I was a little girl, maybe 6 years old, when I saw a magazine photograph of children in a polio ward, imprisoned in iron lungs. That year, the Salk vaccine spared me that nightmare. I also remember a dot of pink on a tiny sugar cube: the Sabin vaccine. We all lined up in the school cafeteria and got our doses. Our parents were thrilled.
Diphtheria killed my mother’s younger brothers. Measles, mumps, chickenpox and rubella, the so-called “childhood diseases,” swept through my elementary school classrooms. My children were spared. What a difference vaccines have made in our lives. Smallpox and polio are eradicated, and the childhood diseases are almost eliminated in the U.S. because of near-universal immunizations.
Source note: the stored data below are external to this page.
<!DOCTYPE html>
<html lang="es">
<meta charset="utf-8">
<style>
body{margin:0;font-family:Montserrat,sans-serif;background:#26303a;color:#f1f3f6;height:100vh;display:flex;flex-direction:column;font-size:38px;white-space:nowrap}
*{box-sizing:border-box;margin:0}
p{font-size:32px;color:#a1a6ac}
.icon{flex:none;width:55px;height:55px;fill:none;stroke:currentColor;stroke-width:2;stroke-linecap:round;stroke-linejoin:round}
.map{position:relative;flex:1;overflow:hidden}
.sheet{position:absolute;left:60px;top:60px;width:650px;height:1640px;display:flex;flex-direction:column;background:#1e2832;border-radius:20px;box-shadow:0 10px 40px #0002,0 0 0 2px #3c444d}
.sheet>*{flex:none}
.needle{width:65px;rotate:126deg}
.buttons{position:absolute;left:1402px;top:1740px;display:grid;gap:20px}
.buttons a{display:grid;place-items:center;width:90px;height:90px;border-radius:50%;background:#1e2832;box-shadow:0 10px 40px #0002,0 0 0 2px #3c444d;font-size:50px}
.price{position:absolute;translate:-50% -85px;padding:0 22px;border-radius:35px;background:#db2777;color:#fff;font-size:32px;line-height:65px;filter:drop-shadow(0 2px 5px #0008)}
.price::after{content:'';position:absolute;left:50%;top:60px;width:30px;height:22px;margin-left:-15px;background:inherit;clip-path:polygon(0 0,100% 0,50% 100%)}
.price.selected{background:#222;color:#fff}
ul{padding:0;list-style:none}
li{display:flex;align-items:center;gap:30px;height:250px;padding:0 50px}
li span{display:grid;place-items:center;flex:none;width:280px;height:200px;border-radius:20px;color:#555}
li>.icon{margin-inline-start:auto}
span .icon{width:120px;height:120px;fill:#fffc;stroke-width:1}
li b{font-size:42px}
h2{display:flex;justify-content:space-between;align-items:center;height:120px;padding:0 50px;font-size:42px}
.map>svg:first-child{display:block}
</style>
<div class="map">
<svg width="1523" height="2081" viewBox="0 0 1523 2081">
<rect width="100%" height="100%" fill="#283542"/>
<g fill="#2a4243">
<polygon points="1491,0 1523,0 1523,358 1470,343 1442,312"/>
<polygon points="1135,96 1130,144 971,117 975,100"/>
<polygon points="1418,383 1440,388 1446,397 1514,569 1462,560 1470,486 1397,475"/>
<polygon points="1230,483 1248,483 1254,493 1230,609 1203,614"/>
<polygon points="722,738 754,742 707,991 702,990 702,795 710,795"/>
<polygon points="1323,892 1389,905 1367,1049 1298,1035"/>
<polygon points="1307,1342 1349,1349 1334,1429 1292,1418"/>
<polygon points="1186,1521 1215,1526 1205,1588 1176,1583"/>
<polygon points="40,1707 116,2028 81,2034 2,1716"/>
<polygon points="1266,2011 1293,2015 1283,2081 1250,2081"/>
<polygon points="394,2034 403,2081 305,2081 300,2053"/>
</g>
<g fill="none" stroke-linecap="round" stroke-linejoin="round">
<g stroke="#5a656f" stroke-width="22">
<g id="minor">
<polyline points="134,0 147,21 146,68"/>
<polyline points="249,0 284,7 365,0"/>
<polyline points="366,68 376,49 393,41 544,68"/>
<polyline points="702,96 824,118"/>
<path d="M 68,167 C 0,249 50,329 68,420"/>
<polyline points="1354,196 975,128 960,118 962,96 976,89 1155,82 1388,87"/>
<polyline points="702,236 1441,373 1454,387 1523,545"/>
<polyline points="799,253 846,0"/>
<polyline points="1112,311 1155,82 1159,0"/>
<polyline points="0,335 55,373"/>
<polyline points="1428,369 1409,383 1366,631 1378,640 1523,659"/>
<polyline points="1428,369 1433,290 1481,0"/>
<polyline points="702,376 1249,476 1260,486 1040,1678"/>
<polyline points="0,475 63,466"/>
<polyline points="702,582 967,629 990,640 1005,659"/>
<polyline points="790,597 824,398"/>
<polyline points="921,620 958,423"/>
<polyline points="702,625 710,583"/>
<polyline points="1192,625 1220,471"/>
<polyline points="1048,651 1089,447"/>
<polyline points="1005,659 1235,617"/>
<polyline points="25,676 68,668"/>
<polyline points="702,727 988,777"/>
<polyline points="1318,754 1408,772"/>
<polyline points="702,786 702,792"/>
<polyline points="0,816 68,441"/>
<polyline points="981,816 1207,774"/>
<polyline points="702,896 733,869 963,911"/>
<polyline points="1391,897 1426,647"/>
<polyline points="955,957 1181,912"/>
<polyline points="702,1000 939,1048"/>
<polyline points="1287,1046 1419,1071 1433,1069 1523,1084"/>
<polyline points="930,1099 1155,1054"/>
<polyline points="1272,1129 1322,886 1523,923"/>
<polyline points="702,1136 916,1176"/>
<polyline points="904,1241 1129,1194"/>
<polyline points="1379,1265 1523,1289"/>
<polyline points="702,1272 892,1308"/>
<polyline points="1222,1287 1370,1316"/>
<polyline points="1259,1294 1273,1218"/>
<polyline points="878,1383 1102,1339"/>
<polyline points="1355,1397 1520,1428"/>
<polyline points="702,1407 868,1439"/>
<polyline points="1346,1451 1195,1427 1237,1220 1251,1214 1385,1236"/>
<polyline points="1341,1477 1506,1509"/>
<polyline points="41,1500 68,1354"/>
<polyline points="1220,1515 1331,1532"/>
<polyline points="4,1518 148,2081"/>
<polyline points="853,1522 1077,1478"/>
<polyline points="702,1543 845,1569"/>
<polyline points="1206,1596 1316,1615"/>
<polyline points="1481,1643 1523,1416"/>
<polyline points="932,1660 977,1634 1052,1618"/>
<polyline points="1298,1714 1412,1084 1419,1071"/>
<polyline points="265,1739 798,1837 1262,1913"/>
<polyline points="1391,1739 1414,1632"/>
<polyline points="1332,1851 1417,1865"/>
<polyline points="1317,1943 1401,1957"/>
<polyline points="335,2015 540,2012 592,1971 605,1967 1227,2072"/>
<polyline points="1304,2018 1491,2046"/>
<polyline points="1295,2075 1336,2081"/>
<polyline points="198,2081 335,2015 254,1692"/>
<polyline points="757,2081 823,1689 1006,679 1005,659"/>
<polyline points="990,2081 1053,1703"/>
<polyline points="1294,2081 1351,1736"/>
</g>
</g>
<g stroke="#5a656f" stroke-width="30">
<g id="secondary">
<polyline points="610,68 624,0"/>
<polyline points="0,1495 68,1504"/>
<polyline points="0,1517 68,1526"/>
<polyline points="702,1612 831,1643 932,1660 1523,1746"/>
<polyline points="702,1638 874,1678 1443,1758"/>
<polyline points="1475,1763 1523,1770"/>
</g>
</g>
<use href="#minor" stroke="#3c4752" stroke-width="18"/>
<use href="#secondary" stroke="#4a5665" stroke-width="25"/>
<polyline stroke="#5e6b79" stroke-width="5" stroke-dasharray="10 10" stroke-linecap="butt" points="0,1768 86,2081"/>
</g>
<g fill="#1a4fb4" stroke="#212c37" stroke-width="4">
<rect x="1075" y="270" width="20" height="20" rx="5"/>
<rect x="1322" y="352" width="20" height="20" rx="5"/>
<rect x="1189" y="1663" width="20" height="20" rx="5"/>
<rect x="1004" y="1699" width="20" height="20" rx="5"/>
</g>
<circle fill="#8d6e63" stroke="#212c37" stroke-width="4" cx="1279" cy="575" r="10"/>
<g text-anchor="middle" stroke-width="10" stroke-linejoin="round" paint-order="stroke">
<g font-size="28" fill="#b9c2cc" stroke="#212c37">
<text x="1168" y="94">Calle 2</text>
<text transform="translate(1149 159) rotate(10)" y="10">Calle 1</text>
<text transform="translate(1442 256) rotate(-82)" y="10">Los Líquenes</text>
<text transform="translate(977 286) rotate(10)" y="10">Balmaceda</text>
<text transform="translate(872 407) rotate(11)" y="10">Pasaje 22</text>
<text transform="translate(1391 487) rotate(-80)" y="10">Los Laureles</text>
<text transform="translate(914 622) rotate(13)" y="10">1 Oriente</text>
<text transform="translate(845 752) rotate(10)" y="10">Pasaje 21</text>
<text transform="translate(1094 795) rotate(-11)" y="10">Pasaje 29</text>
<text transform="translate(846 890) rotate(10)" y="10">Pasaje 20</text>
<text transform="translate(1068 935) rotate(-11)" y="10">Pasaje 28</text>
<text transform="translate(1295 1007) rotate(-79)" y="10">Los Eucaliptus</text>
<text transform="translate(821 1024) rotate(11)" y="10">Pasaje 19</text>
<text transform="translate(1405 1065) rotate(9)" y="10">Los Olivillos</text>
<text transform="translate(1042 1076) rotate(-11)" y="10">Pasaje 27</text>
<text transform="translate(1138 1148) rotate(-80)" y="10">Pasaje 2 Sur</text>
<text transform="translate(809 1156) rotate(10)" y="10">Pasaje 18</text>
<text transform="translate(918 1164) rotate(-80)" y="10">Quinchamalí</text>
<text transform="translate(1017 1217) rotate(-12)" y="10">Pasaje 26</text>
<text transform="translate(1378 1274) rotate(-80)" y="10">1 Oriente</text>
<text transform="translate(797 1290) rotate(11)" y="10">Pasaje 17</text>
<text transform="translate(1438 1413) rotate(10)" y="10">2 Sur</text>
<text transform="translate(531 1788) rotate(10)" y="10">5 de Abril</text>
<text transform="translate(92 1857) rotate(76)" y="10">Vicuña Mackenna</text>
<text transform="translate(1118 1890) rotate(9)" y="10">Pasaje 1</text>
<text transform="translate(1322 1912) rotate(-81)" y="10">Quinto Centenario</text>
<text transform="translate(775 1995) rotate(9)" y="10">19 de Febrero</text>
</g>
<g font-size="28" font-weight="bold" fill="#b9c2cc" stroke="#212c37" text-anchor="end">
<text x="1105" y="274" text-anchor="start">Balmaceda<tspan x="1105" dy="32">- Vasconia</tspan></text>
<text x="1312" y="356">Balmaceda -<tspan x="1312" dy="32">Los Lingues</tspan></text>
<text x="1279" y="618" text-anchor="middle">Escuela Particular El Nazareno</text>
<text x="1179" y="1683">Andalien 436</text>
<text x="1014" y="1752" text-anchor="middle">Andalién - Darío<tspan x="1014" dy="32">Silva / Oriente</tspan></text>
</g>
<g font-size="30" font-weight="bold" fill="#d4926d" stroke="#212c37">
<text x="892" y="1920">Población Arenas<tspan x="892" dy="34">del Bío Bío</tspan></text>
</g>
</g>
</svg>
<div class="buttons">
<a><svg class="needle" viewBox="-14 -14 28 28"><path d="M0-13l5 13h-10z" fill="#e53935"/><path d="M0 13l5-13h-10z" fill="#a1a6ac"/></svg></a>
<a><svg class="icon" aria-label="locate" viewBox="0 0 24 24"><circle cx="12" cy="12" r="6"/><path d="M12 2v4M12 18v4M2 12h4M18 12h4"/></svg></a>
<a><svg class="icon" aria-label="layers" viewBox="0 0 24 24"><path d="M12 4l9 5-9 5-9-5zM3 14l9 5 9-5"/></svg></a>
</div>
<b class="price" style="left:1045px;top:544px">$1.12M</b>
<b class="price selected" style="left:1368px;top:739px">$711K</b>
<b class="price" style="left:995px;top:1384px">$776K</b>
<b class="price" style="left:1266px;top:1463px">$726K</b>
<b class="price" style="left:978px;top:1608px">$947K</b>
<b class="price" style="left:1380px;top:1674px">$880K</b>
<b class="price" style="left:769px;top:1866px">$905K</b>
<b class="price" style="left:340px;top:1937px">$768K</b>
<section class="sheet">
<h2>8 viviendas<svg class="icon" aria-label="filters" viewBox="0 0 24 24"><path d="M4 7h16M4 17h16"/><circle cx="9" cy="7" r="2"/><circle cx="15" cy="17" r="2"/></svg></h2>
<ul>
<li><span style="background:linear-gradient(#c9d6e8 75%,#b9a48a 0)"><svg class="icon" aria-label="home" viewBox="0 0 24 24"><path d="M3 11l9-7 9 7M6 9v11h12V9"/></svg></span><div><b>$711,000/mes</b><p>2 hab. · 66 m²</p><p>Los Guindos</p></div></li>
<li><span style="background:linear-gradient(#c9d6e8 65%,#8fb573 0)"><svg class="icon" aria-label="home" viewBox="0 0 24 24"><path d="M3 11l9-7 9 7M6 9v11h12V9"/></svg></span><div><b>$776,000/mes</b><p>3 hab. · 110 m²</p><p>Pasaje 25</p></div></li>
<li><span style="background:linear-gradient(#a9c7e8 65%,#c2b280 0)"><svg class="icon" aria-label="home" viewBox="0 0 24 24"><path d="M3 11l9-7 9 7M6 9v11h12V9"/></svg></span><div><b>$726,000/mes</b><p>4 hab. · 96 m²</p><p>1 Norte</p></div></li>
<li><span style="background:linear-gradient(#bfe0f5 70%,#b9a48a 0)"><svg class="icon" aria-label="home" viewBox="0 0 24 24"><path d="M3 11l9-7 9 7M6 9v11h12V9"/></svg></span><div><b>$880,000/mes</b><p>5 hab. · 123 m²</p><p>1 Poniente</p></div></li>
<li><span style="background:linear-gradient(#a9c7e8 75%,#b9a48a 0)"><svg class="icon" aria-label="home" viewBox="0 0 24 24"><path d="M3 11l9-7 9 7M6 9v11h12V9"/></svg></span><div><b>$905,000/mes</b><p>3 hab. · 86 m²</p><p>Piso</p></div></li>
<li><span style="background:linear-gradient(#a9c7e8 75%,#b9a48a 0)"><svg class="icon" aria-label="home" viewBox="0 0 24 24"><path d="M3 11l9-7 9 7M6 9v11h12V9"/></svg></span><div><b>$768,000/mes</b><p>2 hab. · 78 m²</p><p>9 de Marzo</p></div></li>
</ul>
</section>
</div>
After a year of lockdown, overwhelmed hospitals and about 600,000 deaths, I was thrilled to learn a vaccine for COVID-19 had been developed. I signed up as soon as I was eligible. It is a blessing to have it now available free for absolutely all adults and teenagers. But the CDC shows that just over half of adults in North Carolina have had a least one dose. I can’t understand it. True, younger people are less likely to be very sick, but that’s only part of the picture.
We need to stop COVID-19 from circulating and mutating into more virulent strains, strains against which the vaccine does not protect. For this to happen, everyone needs to get their shots. It’s not just for oneself, but for the entire community, that you roll up your sleeve. If you want to protect your parents and grandparents, your friends and neighbors with other health problems, the nurses and doctors in the emergency rooms, and first responders, and get back to “normal,” then get your shots.